What you will do
Filter the listing below, please, and copy only the lines with the word "reading".

The records
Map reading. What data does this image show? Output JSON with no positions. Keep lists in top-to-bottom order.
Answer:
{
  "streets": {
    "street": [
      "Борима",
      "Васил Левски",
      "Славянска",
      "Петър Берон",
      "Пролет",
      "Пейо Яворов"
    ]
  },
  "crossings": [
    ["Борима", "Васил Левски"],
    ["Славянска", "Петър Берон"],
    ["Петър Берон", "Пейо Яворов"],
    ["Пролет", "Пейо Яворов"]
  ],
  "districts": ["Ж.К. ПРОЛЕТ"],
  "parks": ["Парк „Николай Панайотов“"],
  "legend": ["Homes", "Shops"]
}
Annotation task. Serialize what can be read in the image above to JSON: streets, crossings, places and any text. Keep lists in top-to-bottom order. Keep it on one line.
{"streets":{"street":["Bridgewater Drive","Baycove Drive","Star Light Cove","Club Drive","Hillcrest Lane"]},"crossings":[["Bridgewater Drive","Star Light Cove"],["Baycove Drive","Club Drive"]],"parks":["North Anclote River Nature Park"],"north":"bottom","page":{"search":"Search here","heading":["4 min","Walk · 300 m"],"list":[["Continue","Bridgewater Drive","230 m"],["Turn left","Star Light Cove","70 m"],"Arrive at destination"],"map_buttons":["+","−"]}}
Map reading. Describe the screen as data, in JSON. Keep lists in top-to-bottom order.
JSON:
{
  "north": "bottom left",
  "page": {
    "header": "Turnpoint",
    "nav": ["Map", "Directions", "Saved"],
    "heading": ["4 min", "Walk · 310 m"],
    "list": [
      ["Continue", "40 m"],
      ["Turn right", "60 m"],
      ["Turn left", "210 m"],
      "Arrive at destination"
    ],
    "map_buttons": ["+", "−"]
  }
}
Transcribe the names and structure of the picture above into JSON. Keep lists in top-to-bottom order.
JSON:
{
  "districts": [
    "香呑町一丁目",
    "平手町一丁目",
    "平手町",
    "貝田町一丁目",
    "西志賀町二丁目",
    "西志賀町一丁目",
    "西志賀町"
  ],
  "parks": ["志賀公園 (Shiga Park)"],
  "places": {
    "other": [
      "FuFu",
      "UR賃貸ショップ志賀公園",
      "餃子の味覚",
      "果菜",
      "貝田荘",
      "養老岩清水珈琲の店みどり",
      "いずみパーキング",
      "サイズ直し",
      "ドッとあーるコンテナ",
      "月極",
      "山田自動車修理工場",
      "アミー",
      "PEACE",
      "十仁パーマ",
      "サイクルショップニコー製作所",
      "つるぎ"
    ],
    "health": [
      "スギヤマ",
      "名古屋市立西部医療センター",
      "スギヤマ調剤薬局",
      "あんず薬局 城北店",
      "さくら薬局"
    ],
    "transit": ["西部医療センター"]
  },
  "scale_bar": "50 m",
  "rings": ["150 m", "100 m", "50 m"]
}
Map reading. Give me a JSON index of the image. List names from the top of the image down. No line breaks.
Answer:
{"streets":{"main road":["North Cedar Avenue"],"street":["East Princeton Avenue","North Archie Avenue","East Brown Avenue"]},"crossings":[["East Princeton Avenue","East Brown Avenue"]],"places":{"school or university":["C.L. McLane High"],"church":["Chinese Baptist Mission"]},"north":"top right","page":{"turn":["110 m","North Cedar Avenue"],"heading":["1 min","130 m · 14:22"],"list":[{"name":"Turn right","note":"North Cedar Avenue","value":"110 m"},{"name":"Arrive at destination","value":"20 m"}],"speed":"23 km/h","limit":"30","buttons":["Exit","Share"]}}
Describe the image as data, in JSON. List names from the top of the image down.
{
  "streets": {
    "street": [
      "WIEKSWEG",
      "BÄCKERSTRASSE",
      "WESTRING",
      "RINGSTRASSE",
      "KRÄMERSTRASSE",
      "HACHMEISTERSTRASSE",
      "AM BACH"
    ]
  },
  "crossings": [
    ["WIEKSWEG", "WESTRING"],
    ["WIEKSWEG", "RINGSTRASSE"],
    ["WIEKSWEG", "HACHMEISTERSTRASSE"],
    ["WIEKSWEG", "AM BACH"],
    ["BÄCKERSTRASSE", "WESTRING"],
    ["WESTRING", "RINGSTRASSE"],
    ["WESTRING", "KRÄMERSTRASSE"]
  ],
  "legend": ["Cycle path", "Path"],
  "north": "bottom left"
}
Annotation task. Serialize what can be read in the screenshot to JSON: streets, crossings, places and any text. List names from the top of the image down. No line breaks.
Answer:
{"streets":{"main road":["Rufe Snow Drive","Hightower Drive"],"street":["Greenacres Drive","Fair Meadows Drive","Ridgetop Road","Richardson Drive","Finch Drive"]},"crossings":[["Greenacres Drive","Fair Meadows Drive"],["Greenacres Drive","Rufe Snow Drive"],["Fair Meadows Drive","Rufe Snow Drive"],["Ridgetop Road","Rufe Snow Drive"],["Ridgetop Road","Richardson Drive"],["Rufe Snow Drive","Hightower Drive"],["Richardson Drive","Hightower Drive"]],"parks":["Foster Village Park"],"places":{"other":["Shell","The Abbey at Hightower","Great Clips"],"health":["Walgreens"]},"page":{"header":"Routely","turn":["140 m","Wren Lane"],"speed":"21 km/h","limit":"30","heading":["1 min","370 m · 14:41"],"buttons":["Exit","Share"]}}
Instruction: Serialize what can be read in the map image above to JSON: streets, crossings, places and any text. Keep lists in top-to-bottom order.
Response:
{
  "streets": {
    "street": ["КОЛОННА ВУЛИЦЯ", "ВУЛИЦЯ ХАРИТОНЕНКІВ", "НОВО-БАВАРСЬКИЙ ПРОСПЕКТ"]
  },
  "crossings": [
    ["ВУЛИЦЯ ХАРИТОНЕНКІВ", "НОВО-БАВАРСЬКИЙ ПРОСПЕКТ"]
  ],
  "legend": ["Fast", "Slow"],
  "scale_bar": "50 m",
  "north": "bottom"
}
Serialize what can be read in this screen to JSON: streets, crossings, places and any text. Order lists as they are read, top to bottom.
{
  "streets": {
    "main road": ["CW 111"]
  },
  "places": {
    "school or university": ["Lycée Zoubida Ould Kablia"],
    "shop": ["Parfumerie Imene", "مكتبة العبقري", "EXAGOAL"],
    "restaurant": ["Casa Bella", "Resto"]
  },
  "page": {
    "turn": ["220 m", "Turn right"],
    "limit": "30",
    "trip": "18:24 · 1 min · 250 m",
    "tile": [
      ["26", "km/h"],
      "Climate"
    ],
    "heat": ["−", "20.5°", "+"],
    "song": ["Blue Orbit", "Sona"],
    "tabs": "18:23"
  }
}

Response to this task
Map reading. What data does this image show? Output JSON with no positions. Keep lists in top-to-bottom order.
Map reading. Describe the screen as data, in JSON. Keep lists in top-to-bottom order.
Map reading. Give me a JSON index of the image. List names from the top of the image down. No line breaks.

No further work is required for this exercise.